Researchers in Chapman University's Food Science Program in the US have just published a study on petfood mislabelling, the website Sciencedaily reports. Pork was shown to be the most common undeclared meat species.
The study focused on commercial petfoods marketed for dogs and cats to identify meat species present as well as any instances of mislabelling. Of the 52 products tested, 31 were labelled correctly, 20 were potentially mislabelled, and one contained a non-specific meat ingredient that could not be verified.
"Although regulations exist for petfoods, increases in international trade and globalisation of the food supply have amplified the potential for food fraud to occur," said Rosalee Hellberg, Ph.D., and co-author on the study. "With the discovery of horsemeat in ground meat products sold for human consumption in several European countries earlier this year, finding horsemeat in US consumer food and petfood products is a concern, which is one of the reasons we wanted to do this study."
Chicken was the most common meat species found in the petfood products. Pork was the second most common meat species detected, and beef, turkey and lamb followed, respectively. Goose was the least common meat species detected. None of the products tested positive for horsemeat.
Of the 20 potentially mislabelled products, 13 were dog food and 7 were cat food. Of these 20, 16 contained meat species that were not included on the product label, with pork being the most common undeclared meat species. In three of the cases of potential mislabelling, one or two meat species were substituted for other meat species.

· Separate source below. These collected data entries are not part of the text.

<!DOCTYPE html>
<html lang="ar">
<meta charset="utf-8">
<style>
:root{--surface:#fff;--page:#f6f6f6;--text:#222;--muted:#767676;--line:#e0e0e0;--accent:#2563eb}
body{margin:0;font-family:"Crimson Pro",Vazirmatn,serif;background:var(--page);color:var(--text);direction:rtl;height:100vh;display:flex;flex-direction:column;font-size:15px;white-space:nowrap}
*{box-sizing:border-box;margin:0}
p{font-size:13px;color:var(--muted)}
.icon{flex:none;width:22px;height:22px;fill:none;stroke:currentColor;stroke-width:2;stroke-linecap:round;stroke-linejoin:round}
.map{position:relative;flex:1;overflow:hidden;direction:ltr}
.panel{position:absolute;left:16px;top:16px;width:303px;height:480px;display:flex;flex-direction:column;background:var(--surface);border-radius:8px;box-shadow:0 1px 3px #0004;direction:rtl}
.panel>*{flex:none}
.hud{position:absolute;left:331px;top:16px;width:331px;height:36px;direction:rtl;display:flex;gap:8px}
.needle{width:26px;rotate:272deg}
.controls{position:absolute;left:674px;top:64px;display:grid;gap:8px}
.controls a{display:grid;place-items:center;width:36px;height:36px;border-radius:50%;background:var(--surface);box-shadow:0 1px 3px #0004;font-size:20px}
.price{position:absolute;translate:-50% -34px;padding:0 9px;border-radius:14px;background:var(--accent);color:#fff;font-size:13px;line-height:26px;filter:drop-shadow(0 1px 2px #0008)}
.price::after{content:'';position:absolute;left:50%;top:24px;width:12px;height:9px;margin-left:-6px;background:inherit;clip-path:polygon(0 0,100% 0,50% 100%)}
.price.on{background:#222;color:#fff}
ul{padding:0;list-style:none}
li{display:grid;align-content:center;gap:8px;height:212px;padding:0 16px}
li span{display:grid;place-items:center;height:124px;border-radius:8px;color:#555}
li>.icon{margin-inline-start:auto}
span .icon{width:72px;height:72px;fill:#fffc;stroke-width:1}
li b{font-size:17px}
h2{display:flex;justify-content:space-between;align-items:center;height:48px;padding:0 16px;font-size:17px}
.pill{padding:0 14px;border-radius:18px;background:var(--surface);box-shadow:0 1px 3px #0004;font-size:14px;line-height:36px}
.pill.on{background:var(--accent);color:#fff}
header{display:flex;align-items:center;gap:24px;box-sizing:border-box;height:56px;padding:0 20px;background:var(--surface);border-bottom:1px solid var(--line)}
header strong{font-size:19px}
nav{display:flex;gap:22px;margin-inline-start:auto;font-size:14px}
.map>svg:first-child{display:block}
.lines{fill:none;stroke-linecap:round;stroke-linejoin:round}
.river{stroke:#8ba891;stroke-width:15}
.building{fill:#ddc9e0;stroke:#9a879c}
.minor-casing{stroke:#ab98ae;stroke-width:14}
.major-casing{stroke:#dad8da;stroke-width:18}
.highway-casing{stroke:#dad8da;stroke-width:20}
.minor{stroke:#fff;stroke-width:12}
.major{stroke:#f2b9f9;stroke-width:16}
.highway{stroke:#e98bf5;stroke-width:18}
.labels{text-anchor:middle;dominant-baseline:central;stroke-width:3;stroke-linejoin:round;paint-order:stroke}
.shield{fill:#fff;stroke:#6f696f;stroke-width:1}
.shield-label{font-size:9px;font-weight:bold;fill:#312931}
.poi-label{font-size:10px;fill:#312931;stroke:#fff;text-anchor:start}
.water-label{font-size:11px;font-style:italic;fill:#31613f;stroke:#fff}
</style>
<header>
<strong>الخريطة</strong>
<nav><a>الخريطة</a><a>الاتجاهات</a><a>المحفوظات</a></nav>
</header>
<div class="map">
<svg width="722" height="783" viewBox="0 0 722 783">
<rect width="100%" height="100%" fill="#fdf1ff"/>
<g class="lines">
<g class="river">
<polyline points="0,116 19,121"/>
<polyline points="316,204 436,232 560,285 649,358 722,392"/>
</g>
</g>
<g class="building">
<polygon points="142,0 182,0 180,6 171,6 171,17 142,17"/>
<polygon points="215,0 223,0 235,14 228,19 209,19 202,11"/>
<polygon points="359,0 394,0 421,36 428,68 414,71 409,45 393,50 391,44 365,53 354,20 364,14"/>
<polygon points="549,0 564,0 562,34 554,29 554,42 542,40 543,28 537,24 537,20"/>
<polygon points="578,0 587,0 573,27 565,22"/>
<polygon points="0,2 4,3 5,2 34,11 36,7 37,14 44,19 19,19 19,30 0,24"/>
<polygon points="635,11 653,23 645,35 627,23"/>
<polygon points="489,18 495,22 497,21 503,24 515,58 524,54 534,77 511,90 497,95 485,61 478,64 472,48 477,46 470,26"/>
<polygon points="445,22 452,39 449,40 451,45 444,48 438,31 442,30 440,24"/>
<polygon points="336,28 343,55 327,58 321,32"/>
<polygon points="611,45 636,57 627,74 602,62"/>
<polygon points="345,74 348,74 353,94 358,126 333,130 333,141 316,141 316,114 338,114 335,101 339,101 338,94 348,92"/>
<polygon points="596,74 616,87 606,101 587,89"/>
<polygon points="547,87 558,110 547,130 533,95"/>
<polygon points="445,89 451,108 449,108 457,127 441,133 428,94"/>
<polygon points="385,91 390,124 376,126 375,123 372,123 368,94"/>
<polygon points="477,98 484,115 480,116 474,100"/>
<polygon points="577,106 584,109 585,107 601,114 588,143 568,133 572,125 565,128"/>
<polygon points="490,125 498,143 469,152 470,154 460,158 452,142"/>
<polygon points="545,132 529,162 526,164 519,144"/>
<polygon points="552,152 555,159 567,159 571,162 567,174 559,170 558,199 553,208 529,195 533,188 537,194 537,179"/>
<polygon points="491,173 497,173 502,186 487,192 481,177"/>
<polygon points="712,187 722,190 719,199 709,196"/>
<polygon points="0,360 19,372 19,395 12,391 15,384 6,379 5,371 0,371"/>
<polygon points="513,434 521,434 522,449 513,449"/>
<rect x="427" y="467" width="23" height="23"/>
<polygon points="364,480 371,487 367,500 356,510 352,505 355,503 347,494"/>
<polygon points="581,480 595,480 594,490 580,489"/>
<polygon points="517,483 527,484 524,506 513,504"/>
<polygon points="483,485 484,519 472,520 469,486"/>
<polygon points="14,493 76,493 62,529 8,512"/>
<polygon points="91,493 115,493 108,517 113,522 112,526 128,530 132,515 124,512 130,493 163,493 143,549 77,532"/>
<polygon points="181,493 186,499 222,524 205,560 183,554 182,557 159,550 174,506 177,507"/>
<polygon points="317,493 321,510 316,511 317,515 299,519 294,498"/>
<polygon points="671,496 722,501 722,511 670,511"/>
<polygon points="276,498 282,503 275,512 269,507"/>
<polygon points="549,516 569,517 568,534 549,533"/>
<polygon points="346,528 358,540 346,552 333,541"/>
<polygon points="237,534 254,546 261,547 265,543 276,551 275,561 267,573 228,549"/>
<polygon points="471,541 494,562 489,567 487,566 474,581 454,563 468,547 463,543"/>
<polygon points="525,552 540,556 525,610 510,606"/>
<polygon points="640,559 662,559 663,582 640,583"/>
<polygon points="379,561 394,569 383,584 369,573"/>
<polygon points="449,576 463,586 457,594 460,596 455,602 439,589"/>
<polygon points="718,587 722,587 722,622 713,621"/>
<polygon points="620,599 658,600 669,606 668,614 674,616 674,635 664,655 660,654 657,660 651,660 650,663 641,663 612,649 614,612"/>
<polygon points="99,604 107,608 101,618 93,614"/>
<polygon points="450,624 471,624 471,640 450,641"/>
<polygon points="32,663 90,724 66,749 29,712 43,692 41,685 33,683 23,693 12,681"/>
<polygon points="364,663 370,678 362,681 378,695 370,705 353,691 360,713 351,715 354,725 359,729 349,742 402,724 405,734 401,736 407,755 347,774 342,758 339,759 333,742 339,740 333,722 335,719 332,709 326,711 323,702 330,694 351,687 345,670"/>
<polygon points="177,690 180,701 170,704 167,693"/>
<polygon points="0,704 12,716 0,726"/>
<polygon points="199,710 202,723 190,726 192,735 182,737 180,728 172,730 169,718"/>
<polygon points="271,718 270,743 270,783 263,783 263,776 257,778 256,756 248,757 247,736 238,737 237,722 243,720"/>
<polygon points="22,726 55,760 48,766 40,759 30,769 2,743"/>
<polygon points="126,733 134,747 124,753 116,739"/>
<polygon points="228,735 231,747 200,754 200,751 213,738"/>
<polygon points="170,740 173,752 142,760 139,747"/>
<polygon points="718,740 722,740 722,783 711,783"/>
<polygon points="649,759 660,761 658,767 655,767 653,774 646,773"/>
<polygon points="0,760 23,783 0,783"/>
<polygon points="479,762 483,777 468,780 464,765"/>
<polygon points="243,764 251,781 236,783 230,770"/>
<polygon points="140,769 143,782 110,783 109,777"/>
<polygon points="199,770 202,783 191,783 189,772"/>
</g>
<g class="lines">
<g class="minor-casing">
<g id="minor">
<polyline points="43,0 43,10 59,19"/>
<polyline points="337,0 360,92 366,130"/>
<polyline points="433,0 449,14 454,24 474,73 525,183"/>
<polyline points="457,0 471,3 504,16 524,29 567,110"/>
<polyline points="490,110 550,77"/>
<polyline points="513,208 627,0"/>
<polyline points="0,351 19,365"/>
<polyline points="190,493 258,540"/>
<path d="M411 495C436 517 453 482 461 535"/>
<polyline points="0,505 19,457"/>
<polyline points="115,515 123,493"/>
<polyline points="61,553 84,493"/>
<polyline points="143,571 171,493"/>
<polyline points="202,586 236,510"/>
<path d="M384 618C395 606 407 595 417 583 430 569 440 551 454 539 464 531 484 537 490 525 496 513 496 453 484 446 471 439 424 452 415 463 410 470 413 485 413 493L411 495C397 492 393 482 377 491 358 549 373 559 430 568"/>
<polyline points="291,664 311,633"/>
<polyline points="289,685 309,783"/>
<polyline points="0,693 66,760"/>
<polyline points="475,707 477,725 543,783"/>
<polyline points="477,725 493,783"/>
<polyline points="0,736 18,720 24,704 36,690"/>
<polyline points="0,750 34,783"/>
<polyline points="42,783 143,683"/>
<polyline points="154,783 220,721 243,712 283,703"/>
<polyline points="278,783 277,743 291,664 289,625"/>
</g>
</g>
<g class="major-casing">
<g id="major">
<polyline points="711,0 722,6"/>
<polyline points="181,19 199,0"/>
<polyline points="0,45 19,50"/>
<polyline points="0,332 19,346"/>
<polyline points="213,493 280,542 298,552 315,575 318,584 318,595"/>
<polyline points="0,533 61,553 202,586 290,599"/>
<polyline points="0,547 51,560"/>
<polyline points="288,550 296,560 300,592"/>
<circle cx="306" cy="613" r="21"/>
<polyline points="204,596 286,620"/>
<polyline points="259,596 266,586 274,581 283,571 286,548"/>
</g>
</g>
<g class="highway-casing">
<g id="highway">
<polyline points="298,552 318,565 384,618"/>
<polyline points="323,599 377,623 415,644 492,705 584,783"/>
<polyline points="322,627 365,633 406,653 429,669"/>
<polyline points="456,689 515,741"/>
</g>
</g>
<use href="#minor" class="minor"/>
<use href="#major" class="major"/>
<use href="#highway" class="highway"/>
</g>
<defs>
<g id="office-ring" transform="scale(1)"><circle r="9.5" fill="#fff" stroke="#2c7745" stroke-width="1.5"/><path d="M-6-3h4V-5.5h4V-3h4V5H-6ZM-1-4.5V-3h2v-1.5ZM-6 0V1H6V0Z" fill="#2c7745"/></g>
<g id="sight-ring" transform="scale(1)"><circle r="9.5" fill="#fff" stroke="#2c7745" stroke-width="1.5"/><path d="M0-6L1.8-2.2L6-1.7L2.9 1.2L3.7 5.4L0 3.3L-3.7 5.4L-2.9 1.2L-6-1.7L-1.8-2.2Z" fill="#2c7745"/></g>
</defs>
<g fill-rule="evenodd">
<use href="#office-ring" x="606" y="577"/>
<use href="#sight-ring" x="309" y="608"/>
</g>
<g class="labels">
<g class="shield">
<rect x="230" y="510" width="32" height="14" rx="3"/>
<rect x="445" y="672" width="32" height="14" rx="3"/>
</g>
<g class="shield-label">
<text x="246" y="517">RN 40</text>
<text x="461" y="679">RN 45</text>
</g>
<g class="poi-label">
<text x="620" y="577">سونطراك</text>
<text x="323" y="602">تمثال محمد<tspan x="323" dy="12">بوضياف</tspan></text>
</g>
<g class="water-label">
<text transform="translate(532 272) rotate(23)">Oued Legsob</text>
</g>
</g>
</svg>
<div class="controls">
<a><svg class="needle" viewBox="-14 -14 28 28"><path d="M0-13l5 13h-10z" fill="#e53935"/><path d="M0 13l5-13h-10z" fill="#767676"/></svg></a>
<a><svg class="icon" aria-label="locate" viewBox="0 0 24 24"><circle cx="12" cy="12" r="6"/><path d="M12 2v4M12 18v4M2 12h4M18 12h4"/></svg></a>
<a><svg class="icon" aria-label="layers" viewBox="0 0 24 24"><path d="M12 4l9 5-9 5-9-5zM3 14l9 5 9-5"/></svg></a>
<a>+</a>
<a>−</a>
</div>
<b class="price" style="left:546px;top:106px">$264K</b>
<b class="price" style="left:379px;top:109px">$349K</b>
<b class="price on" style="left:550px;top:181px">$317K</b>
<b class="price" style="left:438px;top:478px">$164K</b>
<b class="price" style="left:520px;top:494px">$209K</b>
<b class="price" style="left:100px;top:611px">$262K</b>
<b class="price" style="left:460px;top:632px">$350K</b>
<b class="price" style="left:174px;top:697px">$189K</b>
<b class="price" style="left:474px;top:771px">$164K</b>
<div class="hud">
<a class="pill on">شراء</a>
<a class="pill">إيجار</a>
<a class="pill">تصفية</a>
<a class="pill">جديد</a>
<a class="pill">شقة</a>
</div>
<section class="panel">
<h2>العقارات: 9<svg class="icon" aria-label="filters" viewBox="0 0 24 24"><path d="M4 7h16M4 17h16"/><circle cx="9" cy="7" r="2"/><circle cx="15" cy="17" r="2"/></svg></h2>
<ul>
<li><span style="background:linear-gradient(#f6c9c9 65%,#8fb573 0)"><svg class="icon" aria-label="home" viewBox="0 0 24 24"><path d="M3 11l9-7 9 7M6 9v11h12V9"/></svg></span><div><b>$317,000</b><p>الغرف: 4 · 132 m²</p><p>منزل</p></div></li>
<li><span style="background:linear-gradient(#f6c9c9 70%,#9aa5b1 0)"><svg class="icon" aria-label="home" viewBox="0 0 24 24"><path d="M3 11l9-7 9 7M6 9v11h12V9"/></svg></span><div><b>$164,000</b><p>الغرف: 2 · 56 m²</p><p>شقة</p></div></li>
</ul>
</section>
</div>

In the study, DNA was extracted from each product and tested for the presence of eight meat species: beef, goat, lamb, chicken, goose, turkey, pork, and horse.
While a seemingly high percentage of petfoods were found to be potentially mislabelled in this study, the manner in which mislabelling occurred is not clear; nor is it clear as to whether the mislabelling was accidental or intentional and at which point(s) in the production chain it took place.
The study was published in the journal Food Control and was completed with Chapman undergrad student Tara Okuma.